RECORD EXTRACTS ->
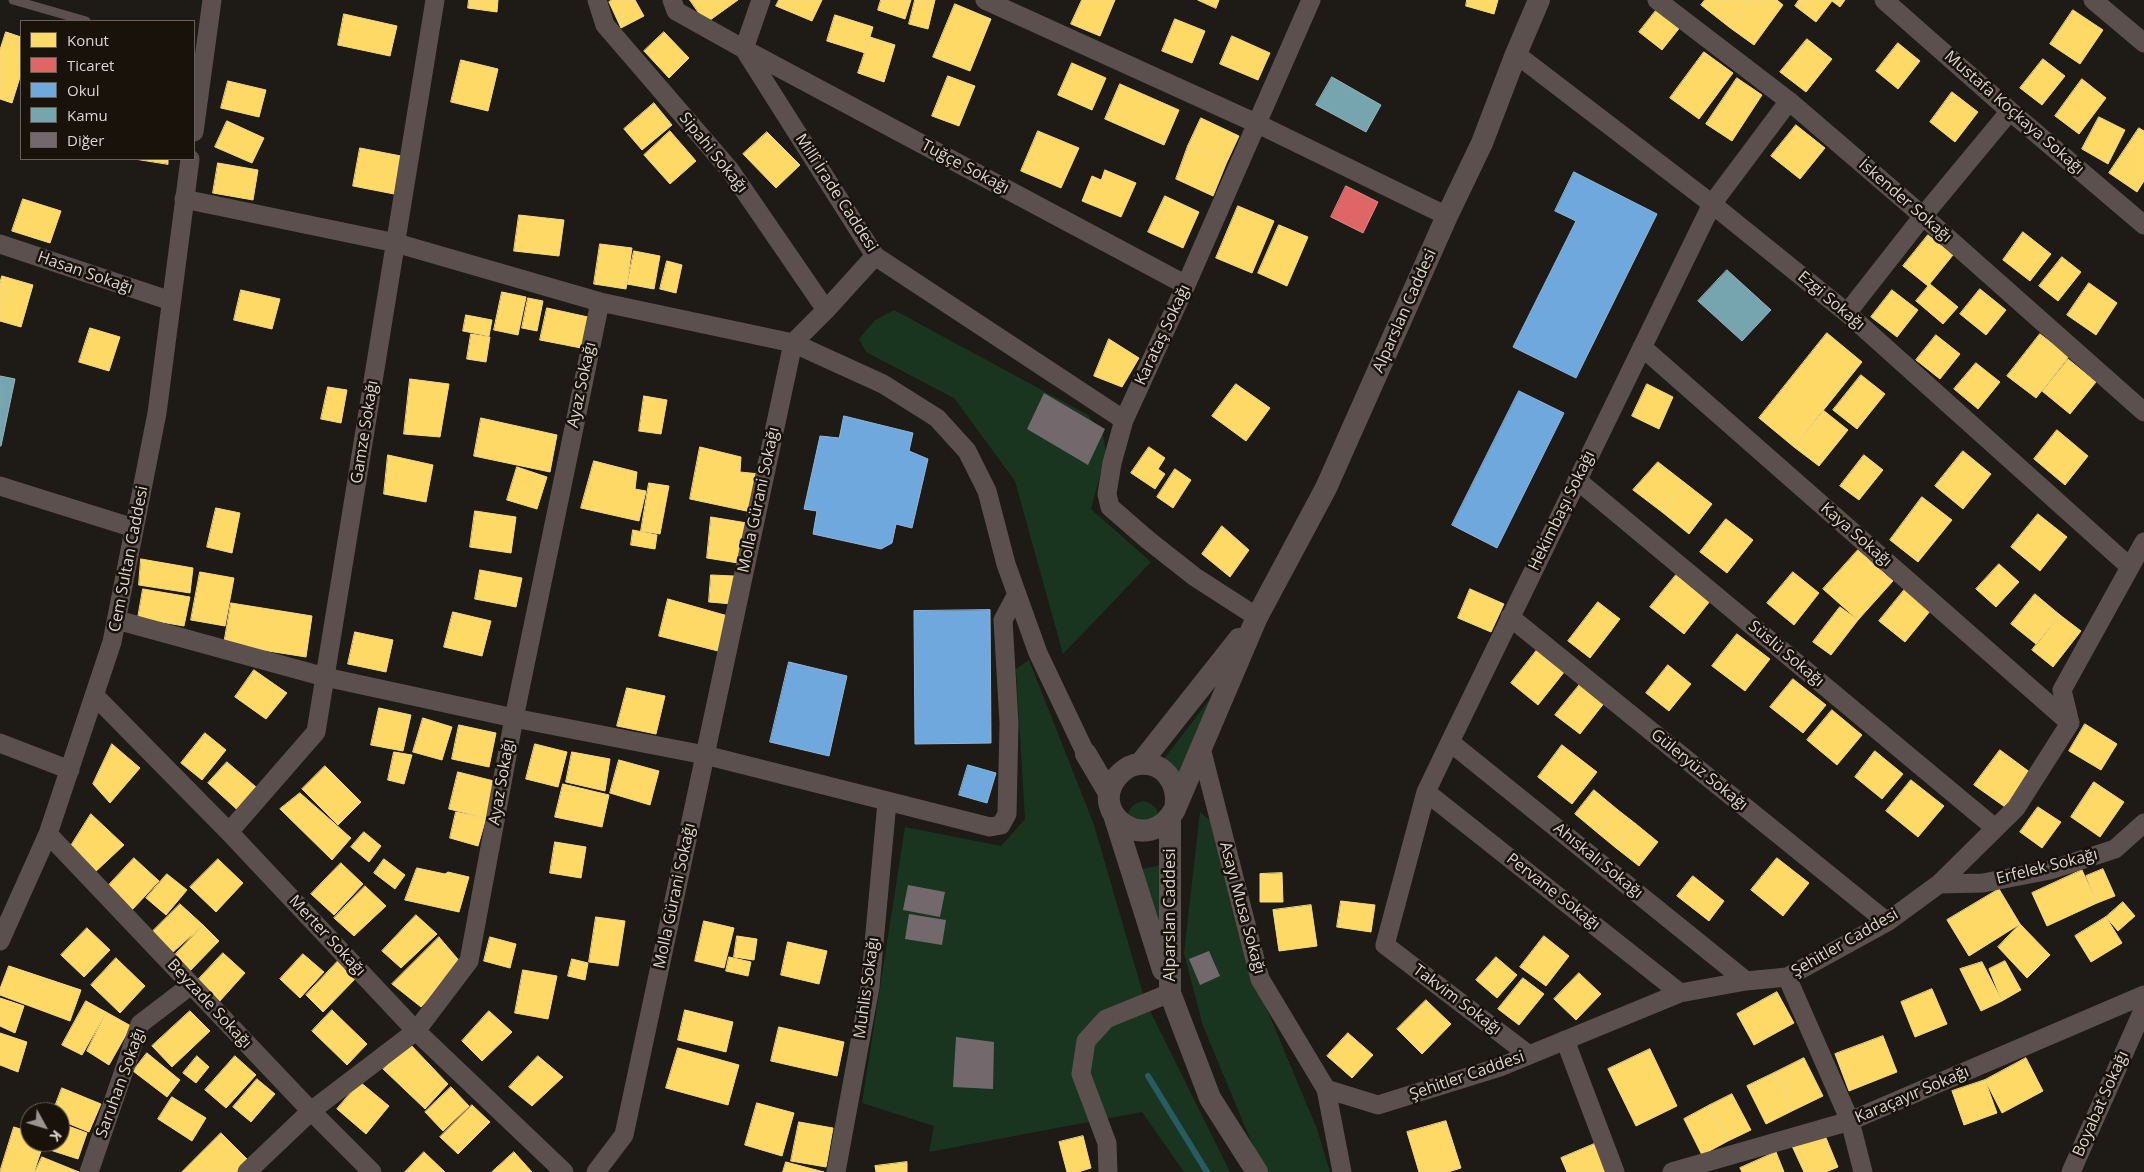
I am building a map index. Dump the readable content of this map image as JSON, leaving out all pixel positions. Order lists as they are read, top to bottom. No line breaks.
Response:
{"streets":{"street":["Mustafa Koçkaya Sokağı","Sipahi Sokağı","Tuğçe Sokağı","Millî İrade Caddesi","İskender Sokağı","Hasan Sokağı","Ezgi Sokağı","Alparslan Caddesi","Karataş Sokağı","Ayaz Sokağı","Gamze Sokağı","Molla Gürani Sokağı","Hekimbaşı Sokağı","Kaya Sokağı","Cem Sultan Caddesi","Süslü Sokağı","Güleryüz Sokağı","Ahıskalı Sokağı","Erfelek Sokağı","Pervane Sokağı","Asayı Musa Sokağı","Merter Sokağı","Şehitler Caddesi","Muhlis Sokağı","Takvim Sokağı","Beyzade Sokağı","Saruhan Sokağı","Karaçayır Sokağı","Boyabat Sokağı"]},"crossings":[["Tuğçe Sokağı","Millî İrade Caddesi"],["Tuğçe Sokağı","Karataş Sokağı"],["Millî İrade Caddesi","Karataş Sokağı"],["İskender Sokağı","Hekimbaşı Sokağı"],["Hasan Sokağı","Cem Sultan Caddesi"],["Ezgi Sokağı","Alparslan Caddesi"],["Ezgi Sokağı","Hekimbaşı Sokağı"],["Alparslan Caddesi","Karataş Sokağı"],["Ayaz Sokağı","Merter Sokağı"],["Ayaz Sokağı","Beyzade Sokağı"],["Gamze Sokağı","Merter Sokağı"],["Hekimbaşı Sokağı","Kaya Sokağı"],["Hekimbaşı Sokağı","Süslü Sokağı"],["Hekimbaşı Sokağı","Güleryüz Sokağı"],["Hekimbaşı Sokağı","Ahıskalı Sokağı"],["Hekimbaşı Sokağı","Pervane Sokağı"],["Hekimbaşı Sokağı","Takvim Sokağı"],["Kaya Sokağı","Şehitler Caddesi"],["Cem Sultan Caddesi","Merter Sokağı"],["Cem Sultan Caddesi","Beyzade Sokağı"],["Süslü Sokağı","Şehitler Caddesi"],["Güleryüz Sokağı","Şehitler Caddesi"],["Ahıskalı Sokağı","Şehitler Caddesi"],["Erfelek Sokağı","Şehitler Caddesi"],["Pervane Sokağı","Şehitler Caddesi"],["Asayı Musa Sokağı","Şehitler Caddesi"],["Şehitler Caddesi","Takvim Sokağı"],["Beyzade Sokağı","Saruhan Sokağı"]],"legend":["Konut","Ticaret","Okul","Kamu","Diğer"],"north":"bottom right"}
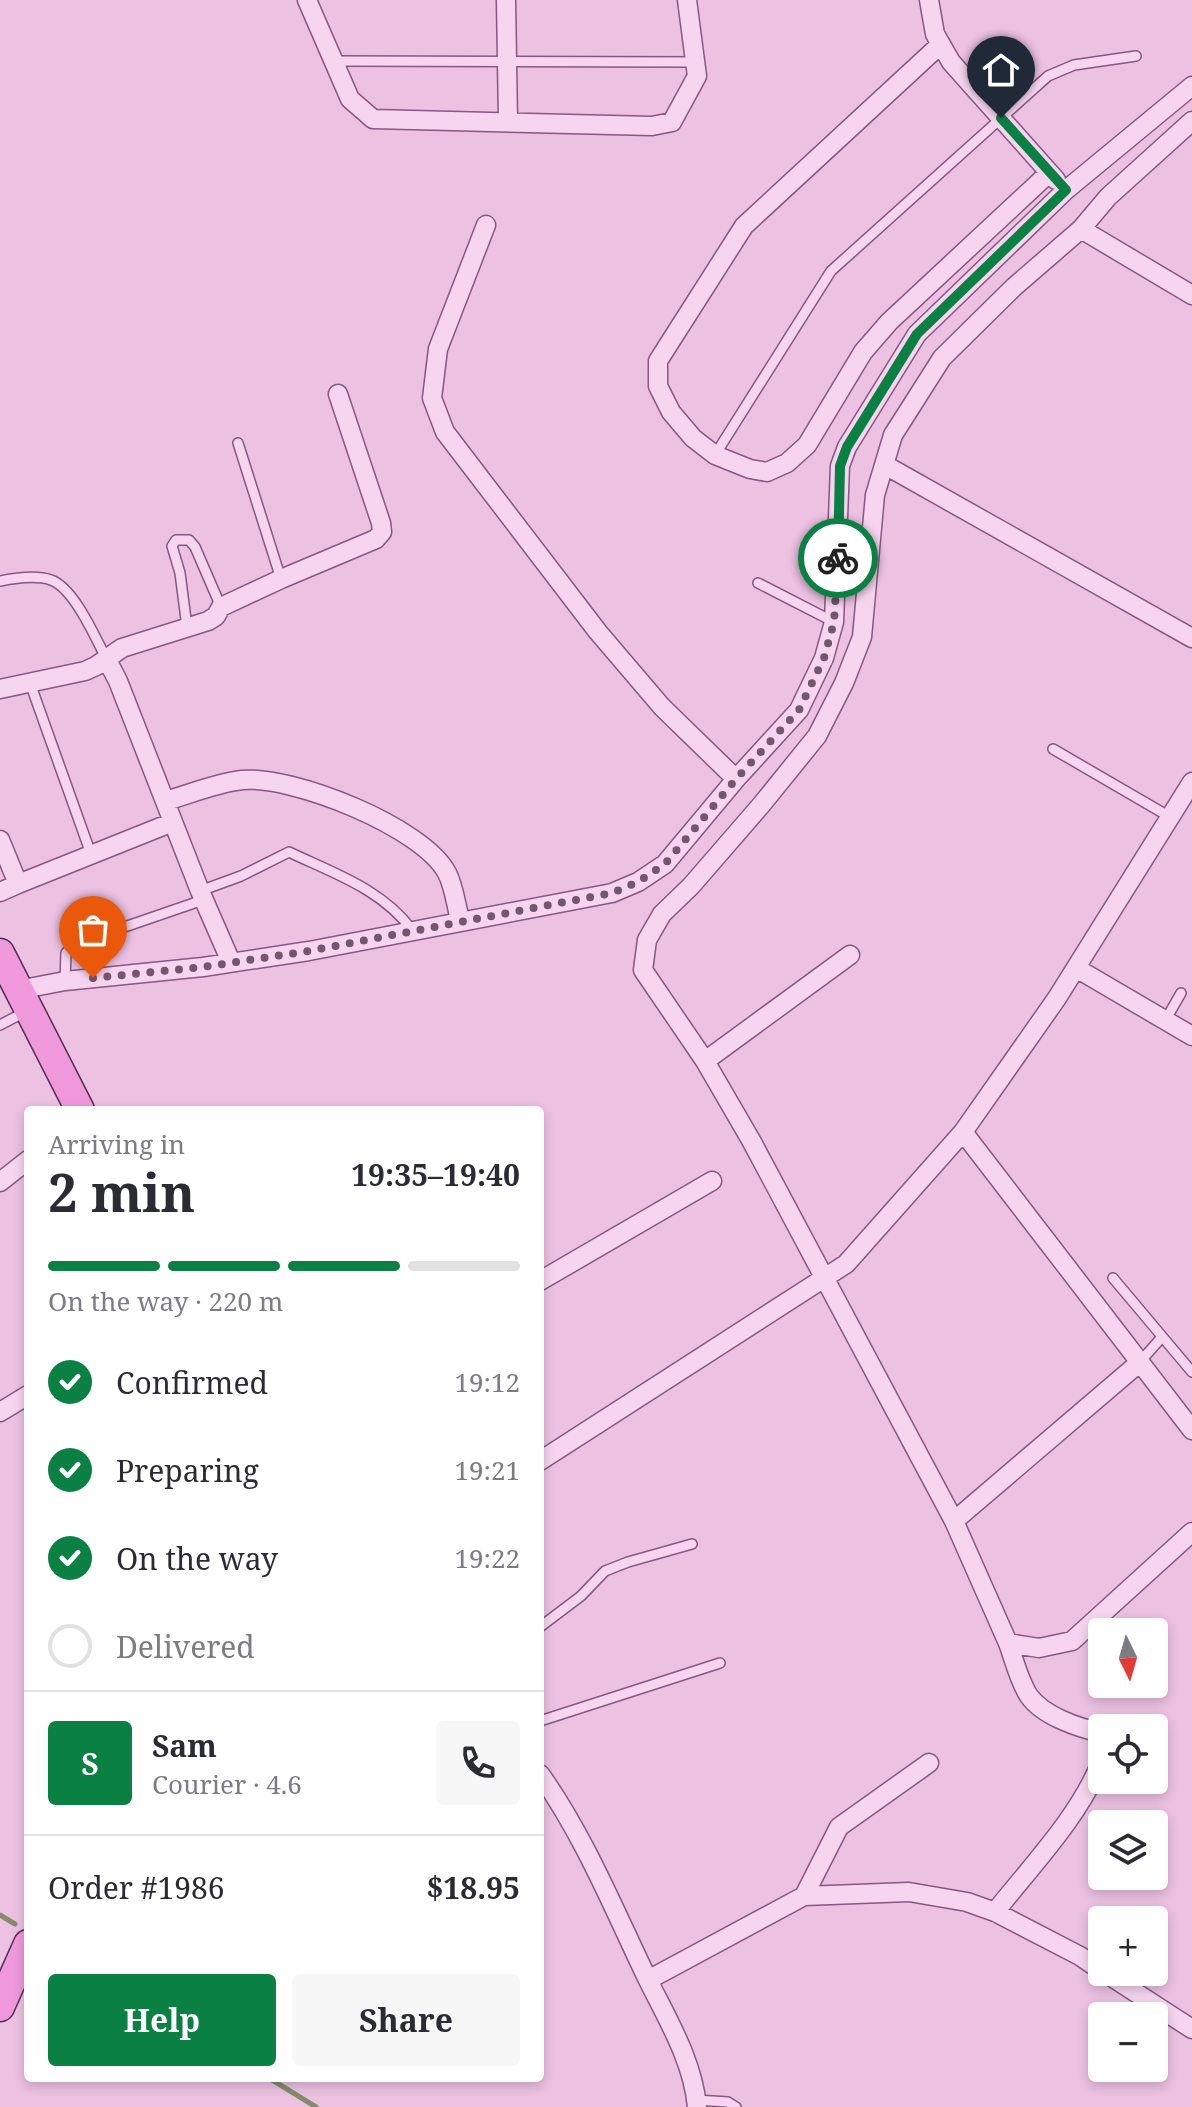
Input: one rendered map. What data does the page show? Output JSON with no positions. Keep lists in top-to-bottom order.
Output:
{
  "north": "bottom",
  "page": {
    "heading": ["2 min", "Arriving in", "19:35–19:40"],
    "panel": [
      "Sam",
      "Courier · 4.6",
      "Order #1986",
      "$18.95"
    ],
    "bar": "On the way · 220 m",
    "list": [
      ["Confirmed", "19:12"],
      ["Preparing", "19:21"],
      ["On the way", "19:22"],
      "Delivered"
    ],
    "map_buttons": ["+", "−"],
    "round": "S",
    "buttons": ["Help", "Share"]
  }
}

WORK INSTRUCTION -> Set down nothing but the lines from the one with "Input: one rendered" through the end of the records, keeping each line exactly as written and including both ends.

EXERCISE RESULT ->
Input: one rendered map. What data does the page show? Output JSON with no positions. Keep lists in top-to-bottom order.
Output:
{
  "north": "bottom",
  "page": {
    "heading": ["2 min", "Arriving in", "19:35–19:40"],
    "panel": [
      "Sam",
      "Courier · 4.6",
      "Order #1986",
      "$18.95"
    ],
    "bar": "On the way · 220 m",
    "list": [
      ["Confirmed", "19:12"],
      ["Preparing", "19:21"],
      ["On the way", "19:22"],
      "Delivered"
    ],
    "map_buttons": ["+", "−"],
    "round": "S",
    "buttons": ["Help", "Share"]
  }
}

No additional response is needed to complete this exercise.